Among the records, how many lines contain "South"? Only the number is needed.

- Opening Delimiter -

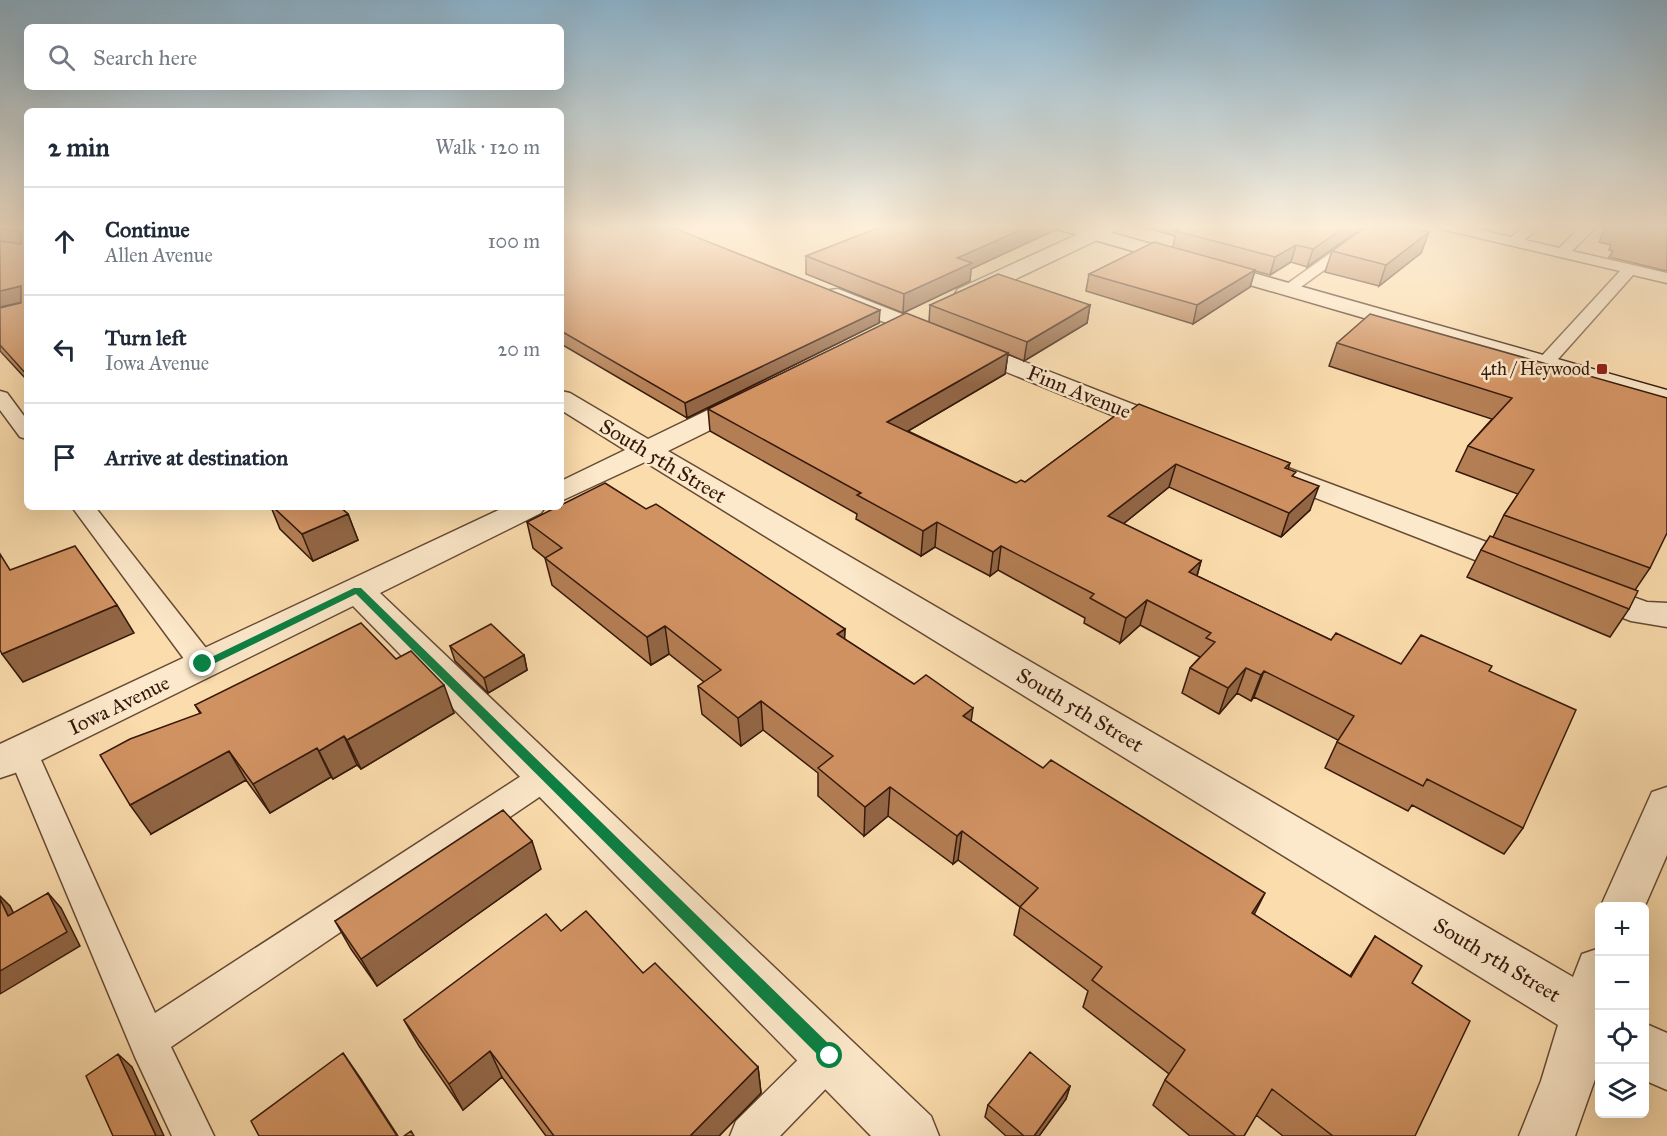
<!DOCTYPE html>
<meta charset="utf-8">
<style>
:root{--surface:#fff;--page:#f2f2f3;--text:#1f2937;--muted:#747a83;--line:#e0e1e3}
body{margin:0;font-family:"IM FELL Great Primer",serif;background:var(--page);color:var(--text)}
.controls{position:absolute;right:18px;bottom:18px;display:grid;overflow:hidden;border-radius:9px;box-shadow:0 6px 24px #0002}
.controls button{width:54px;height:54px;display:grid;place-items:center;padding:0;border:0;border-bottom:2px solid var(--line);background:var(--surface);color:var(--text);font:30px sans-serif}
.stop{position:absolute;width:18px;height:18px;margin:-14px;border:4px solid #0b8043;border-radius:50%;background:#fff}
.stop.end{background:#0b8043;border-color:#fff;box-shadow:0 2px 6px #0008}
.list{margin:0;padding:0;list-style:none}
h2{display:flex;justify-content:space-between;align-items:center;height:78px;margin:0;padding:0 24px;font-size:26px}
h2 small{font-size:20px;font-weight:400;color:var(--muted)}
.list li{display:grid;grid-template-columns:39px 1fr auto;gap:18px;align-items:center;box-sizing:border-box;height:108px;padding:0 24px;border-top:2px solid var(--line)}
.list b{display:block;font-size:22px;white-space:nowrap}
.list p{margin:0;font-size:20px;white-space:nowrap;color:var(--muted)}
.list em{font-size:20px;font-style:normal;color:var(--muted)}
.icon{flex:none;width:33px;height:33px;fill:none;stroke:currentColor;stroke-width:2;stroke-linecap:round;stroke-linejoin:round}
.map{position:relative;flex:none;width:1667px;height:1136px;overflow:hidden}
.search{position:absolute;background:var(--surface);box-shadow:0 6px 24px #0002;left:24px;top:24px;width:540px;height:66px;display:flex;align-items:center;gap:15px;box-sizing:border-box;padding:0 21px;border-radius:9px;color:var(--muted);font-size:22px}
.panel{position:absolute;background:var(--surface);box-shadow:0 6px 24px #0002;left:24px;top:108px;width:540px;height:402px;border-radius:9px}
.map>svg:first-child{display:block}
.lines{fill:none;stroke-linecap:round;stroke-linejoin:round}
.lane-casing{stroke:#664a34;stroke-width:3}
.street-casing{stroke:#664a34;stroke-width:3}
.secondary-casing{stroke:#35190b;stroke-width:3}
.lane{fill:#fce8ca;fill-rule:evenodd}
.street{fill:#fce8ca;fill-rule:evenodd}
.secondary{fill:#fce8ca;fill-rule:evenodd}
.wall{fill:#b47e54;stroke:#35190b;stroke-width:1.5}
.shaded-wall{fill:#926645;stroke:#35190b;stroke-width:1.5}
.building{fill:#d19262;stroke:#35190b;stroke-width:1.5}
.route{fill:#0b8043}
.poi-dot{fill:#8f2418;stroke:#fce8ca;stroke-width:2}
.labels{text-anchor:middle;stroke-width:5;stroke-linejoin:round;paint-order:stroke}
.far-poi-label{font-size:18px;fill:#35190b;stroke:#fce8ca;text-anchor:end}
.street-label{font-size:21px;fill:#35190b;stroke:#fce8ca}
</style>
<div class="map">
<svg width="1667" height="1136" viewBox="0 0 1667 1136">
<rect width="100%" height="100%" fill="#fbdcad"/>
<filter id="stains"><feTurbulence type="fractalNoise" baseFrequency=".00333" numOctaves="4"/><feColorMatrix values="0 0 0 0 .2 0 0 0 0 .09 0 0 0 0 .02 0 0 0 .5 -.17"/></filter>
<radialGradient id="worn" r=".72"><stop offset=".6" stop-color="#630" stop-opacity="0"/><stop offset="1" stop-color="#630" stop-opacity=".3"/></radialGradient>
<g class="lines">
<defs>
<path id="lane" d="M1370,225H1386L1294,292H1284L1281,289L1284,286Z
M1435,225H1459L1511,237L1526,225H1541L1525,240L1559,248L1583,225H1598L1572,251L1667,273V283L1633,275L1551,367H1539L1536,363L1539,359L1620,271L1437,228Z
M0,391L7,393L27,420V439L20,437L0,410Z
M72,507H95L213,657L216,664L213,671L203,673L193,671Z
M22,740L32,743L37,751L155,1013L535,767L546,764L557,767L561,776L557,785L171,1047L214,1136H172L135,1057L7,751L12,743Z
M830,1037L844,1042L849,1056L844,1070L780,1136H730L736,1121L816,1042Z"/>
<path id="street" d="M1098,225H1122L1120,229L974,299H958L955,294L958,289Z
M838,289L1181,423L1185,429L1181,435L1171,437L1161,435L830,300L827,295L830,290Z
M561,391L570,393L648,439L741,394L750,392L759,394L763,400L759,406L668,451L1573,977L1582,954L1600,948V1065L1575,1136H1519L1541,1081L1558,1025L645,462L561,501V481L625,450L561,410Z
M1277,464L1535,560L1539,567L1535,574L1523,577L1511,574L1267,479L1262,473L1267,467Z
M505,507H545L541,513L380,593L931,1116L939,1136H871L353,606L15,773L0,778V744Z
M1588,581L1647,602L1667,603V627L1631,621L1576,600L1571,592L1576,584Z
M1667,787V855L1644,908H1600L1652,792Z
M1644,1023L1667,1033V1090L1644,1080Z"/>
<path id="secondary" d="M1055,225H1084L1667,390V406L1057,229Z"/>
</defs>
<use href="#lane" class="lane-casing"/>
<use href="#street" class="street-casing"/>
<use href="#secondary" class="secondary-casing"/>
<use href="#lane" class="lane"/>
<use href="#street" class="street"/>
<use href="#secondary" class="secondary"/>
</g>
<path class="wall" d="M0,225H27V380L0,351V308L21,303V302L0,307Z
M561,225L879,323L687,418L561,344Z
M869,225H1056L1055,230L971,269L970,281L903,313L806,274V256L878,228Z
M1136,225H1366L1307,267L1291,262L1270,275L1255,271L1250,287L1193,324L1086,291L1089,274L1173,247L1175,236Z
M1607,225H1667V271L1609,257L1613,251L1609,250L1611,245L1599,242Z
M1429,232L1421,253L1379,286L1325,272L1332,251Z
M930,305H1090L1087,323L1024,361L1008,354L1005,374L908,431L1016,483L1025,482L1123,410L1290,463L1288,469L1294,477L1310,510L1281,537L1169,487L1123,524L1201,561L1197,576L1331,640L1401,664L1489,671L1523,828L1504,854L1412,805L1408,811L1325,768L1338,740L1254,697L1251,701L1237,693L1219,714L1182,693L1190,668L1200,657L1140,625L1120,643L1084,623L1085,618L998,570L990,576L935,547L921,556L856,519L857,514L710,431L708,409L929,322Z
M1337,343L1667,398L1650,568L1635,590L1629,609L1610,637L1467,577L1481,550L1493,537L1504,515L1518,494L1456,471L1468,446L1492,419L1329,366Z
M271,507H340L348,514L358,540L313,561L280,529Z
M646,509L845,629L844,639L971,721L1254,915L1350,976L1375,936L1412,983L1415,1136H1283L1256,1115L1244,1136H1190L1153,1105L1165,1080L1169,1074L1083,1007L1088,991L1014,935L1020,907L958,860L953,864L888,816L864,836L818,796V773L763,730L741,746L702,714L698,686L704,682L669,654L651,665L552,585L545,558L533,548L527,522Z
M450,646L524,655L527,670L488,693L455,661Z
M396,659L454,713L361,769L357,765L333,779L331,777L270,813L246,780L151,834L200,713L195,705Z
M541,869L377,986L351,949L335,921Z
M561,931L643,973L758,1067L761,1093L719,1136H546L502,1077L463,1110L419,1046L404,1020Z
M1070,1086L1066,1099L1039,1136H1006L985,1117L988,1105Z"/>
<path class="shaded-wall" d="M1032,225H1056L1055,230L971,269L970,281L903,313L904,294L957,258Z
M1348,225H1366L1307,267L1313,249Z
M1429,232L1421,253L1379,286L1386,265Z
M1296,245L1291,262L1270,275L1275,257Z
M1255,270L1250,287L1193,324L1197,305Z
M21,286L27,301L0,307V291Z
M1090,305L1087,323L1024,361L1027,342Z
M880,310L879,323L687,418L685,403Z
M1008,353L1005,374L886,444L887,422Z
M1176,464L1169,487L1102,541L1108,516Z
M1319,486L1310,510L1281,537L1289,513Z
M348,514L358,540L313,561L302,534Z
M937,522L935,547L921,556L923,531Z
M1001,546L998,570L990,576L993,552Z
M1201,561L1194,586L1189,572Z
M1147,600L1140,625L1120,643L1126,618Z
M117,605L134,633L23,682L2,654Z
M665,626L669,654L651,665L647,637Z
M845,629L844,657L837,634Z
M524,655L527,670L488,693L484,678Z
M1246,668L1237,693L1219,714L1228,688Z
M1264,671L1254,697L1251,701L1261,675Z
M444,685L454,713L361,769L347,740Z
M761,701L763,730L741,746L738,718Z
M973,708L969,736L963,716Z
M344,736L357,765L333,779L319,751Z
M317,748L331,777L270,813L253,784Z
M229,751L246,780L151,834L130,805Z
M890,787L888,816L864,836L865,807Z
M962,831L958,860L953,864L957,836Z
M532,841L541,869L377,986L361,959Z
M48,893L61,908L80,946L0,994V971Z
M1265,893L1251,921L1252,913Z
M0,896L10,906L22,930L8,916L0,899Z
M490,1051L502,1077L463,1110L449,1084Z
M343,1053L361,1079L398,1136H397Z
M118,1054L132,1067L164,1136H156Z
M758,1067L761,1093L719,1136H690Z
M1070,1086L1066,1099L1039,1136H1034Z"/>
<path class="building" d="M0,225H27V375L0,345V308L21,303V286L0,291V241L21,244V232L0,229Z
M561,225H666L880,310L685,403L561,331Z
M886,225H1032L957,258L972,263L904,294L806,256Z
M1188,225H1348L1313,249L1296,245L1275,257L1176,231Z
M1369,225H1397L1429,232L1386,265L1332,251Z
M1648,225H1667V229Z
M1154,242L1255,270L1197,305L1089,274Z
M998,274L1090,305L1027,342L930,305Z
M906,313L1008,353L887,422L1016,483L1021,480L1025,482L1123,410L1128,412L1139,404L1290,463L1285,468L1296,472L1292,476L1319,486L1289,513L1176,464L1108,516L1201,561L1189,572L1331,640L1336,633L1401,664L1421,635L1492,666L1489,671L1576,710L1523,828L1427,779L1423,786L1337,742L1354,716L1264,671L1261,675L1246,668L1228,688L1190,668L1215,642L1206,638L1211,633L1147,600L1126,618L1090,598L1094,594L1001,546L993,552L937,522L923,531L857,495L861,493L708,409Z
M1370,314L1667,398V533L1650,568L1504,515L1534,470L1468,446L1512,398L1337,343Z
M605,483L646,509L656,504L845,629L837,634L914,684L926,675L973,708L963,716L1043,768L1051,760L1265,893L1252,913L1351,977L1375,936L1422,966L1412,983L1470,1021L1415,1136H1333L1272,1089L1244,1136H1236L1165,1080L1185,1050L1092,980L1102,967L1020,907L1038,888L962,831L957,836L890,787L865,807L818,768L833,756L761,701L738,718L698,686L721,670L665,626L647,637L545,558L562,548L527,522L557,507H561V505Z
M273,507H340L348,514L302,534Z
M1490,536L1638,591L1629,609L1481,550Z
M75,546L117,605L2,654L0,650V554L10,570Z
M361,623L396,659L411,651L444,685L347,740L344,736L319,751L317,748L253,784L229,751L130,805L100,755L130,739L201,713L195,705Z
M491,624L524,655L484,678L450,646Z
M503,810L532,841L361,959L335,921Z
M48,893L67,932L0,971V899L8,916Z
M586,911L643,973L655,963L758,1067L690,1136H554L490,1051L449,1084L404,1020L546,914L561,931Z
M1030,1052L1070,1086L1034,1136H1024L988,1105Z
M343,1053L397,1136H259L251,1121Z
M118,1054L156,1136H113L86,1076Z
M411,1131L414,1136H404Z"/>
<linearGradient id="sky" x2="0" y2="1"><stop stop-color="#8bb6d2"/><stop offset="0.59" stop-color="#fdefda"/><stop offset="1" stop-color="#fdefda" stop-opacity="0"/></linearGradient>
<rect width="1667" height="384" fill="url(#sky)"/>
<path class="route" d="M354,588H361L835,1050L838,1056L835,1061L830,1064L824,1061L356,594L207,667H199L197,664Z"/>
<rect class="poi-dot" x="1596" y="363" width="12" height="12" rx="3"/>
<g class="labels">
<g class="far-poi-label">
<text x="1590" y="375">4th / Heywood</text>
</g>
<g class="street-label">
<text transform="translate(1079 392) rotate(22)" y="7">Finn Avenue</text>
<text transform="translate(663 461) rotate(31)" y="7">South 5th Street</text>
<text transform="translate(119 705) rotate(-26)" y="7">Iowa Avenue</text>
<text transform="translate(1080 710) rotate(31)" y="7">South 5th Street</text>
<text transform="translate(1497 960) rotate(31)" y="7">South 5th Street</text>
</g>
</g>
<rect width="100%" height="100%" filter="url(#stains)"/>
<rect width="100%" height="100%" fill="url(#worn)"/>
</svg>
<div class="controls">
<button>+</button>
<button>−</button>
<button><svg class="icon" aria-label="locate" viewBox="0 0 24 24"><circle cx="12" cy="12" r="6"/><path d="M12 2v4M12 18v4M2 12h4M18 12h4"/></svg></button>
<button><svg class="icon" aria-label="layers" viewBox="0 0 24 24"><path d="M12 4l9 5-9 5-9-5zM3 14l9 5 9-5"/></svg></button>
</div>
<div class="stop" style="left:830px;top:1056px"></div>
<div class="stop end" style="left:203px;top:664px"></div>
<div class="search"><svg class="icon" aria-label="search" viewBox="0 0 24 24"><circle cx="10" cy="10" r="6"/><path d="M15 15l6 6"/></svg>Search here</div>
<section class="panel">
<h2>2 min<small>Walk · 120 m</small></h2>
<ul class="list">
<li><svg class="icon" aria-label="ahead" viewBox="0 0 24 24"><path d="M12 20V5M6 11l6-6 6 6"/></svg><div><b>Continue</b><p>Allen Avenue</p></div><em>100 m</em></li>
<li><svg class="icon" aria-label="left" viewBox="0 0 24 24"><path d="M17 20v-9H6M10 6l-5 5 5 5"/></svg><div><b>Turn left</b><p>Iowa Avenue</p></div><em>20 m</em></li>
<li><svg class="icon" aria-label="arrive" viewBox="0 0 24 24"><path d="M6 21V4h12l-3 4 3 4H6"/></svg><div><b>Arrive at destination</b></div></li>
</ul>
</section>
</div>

- Closing Delimiter -

◆ Result ◆
3